Cough, cough. Nudge, nudge
The global spread of coronavirus or Covid-19 has provoked a return of the expert in the UK. In June 2016, Michael Gove famously said “people in this country have had enough of experts”, yet we are now at a point where his fellow Brexiteer, Boris Johnson, is rarely seen in public without one.
While coronavirus is first and foremost a medical challenge, it is also the ultimate test of governments’ ability to effectively communicate with their populaces and spur them into action.
In authoritarian countries, leaders can force their people to comply with diktats, but in democracies they generally rely on persuasion to change behaviour. And the current situation is one of the most significant global tests of this maxim.
Behaviour change is notoriously hard to affect, particularly when the issue being communicated is as fundamentally complex as the spread of coronavirus.
As with a new technology, or a novel terrorist atrocity, humans are notoriously terrible at assessing, quantifying and reacting to risk. This is where lesser-known organisations such as the Behavioural Insights Team – otherwise known as the ‘nudge unit’, borne out of the Cameron government – come into play.
If the chief medical officer, Professor Chris Whitty, is the frontman of the UK government’s information-led response to the virus, the nudge unit are his session musicians - ever present, but always in the background.

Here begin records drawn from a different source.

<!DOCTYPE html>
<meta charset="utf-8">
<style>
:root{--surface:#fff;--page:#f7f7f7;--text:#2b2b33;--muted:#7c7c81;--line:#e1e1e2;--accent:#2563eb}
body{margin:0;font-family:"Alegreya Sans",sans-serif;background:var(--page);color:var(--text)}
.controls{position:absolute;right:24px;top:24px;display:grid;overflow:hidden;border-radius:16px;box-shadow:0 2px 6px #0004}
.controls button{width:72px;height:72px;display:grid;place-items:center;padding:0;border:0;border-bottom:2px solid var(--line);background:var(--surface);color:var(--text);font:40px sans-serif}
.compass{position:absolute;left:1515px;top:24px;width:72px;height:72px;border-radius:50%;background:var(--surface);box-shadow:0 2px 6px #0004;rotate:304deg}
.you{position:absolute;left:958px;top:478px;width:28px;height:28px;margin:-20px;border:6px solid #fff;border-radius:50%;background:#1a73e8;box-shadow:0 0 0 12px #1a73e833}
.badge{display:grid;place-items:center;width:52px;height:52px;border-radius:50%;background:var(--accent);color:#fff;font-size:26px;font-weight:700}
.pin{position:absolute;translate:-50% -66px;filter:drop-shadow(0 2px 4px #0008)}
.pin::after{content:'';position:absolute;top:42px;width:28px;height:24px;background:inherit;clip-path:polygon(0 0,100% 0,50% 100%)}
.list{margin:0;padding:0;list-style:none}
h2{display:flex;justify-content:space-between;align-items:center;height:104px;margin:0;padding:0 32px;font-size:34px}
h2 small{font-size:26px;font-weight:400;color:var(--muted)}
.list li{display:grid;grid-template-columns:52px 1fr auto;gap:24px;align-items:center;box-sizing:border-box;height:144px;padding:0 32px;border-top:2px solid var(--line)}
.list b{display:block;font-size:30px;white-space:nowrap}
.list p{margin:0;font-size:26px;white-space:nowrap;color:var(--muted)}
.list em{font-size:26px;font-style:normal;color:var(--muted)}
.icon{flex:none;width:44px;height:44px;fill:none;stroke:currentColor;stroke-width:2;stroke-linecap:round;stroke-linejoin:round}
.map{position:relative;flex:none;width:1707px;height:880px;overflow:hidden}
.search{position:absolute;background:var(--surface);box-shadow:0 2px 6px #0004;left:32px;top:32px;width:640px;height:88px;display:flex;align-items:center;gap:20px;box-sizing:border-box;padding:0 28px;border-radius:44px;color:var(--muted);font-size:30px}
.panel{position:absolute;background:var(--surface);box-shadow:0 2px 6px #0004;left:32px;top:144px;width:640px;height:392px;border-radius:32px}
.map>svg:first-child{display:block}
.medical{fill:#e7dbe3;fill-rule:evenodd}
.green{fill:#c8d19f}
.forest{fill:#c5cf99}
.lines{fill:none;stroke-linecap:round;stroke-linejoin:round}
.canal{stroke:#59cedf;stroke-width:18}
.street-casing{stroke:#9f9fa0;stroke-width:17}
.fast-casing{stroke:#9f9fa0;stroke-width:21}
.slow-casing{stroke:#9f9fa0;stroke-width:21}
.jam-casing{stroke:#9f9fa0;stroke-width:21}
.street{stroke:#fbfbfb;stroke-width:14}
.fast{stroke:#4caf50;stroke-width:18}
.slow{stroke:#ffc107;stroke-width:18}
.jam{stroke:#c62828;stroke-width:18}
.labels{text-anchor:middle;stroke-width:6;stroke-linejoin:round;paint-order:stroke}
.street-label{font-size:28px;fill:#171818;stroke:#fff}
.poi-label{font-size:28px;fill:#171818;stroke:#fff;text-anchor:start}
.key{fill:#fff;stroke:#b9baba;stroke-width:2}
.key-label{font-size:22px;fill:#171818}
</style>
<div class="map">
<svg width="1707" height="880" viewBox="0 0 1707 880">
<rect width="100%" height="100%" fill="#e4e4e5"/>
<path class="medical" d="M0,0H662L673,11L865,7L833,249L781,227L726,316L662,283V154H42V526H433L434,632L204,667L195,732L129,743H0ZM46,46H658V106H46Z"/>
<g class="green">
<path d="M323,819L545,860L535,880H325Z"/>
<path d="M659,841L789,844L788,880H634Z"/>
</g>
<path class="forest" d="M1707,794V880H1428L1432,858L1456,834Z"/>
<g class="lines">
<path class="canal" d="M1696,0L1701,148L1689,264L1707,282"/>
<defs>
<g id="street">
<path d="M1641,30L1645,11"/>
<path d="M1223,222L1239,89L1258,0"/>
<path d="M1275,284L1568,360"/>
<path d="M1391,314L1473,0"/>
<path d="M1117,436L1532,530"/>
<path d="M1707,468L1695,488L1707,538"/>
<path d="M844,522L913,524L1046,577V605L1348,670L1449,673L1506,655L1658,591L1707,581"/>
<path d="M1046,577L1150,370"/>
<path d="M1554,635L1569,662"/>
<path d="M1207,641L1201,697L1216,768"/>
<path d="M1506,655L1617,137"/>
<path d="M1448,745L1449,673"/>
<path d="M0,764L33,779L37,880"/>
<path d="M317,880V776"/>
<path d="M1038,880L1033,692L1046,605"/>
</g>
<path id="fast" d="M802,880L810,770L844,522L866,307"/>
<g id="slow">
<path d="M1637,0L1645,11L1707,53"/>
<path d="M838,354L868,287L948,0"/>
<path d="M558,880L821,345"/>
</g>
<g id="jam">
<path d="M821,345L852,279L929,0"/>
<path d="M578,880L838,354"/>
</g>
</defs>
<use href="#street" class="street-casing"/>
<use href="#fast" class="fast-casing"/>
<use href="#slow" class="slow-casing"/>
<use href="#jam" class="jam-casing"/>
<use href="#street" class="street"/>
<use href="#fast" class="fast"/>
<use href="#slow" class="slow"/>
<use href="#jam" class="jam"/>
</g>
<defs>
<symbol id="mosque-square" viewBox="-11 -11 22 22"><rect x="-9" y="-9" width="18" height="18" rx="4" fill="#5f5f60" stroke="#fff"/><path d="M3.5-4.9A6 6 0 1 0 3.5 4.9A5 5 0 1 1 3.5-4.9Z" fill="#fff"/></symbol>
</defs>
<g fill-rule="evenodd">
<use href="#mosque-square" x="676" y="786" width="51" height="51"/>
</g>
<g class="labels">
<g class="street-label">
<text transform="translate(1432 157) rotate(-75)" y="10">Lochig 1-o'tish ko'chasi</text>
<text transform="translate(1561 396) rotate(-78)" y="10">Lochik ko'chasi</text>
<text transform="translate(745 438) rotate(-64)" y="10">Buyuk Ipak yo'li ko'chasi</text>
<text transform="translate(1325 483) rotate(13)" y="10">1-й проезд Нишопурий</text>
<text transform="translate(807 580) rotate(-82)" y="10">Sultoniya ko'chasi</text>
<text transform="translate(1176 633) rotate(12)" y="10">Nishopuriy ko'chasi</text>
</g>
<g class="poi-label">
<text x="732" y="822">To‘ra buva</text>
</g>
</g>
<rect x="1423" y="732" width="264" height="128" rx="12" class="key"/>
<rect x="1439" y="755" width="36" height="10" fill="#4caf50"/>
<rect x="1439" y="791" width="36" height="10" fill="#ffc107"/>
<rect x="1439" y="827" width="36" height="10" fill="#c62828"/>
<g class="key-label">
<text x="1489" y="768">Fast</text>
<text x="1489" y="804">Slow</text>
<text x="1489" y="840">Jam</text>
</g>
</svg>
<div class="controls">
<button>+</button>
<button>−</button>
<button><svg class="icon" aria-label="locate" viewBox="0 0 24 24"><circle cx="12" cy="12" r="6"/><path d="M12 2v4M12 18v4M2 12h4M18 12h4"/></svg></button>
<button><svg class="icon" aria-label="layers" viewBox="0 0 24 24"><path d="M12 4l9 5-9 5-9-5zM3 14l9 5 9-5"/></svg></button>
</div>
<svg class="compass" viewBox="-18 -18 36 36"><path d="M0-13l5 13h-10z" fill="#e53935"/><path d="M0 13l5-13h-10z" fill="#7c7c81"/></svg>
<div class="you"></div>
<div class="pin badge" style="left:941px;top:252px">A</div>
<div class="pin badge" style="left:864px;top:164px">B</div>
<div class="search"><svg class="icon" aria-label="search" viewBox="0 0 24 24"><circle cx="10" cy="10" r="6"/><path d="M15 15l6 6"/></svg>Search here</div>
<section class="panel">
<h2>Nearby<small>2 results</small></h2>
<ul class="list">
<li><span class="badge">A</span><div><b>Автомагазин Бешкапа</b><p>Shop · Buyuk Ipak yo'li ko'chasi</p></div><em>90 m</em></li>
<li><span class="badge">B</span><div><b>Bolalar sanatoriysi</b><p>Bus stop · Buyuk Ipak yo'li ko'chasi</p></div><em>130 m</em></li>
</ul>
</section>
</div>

Their hand, or at least the hand of communications experts and behavioural scientists, is clear in the government’s guidance. The communicator’s mantra of a simple message repeated often is evident in the suggestion to sing Happy Birthday twice while washing your hands (other songs are available). It’s far more memorable than ‘take 20 seconds’ and is clearly a choice designed to start conversations.
This is an easy message to communicate, and it’s something most of us will have noticed being repeated across the media. Another effective example of this was the NHS’s visual guide to facial hairstyles that work with masks. However, the real challenge – as with any mass communications campaign – is reaching the audiences that are less engaged with traditional media.
There is a significant lag in trust of NGOs, government, and the media between ‘informed public’ and ‘mass population’, and this offers ample space for conspiracy theories and panic to thrive.
You’ve probably seen the ‘bat soup’ video, or heard something about the virus being related to 5G. Widely shared content like this can provoke an entirely different sort of behaviour change such as panic buying or distrust of certain groups, unless that information gap is filled.
For this reason, it’s interesting to see widespread reports of tech companies like Google, Facebook, and Twitter cracking down on fake news associated with the virus. Ebay and Amazon have made public declarations that they are rooting out sellers of products that make false claims.
If trust in traditional sources is so low amongst the ‘mass population’, these tech giants have a singularly huge responsibility in the information-led response to this global outbreak.
Against these challenges, the UK government is putting enormous faith in its ability to communicate, aided in part by (at the time of writing) a lower infection rate than some European peers.
Only time will tell if this was the correct call, but its rationale for stopping short of Italy-style mass closures is down to another interesting psychological factor. Simply, people get bored quickly. If prompting behaviour change is hard, it’s even more difficult to embed it for a sustained period, especially if it involves significant inconvenience.
The experts are trying to limit the harshest measures, like mass quarantine, until a critical infection point is reached to ensure they are as effective as possible. In the words of Jason Leitch, National Clinical Director of the Scottish Government, on BBC Radio Scotland this morning, the current plan for infection is to turn “Ben Nevis into Arthur’s Seat.”
Now, if you are even vaguely familiar with Scottish hills, this is a far easier analogy to relate to than something along the lines of ‘we need to flatten the epidemic peak curve’. This sort of plain-speaking led to positive feedback from listeners and apparently better understanding of the overall strategy.
The coronavirus outbreak is therefore a stark reminder of the power, and limitations, of state-led communication.
People have unprecedented access to information, and it can feel faintly surreal that instead of hazmat suits and quarantine fences, Happy Birthday, and an earnest medic are front and centre of government response to the crisis.
We will know soon enough if the softly, softly approach was correct for the UK, but if we see the sustained return of experts with deft communications skills, surely that can only be a good thing for national problem-solving.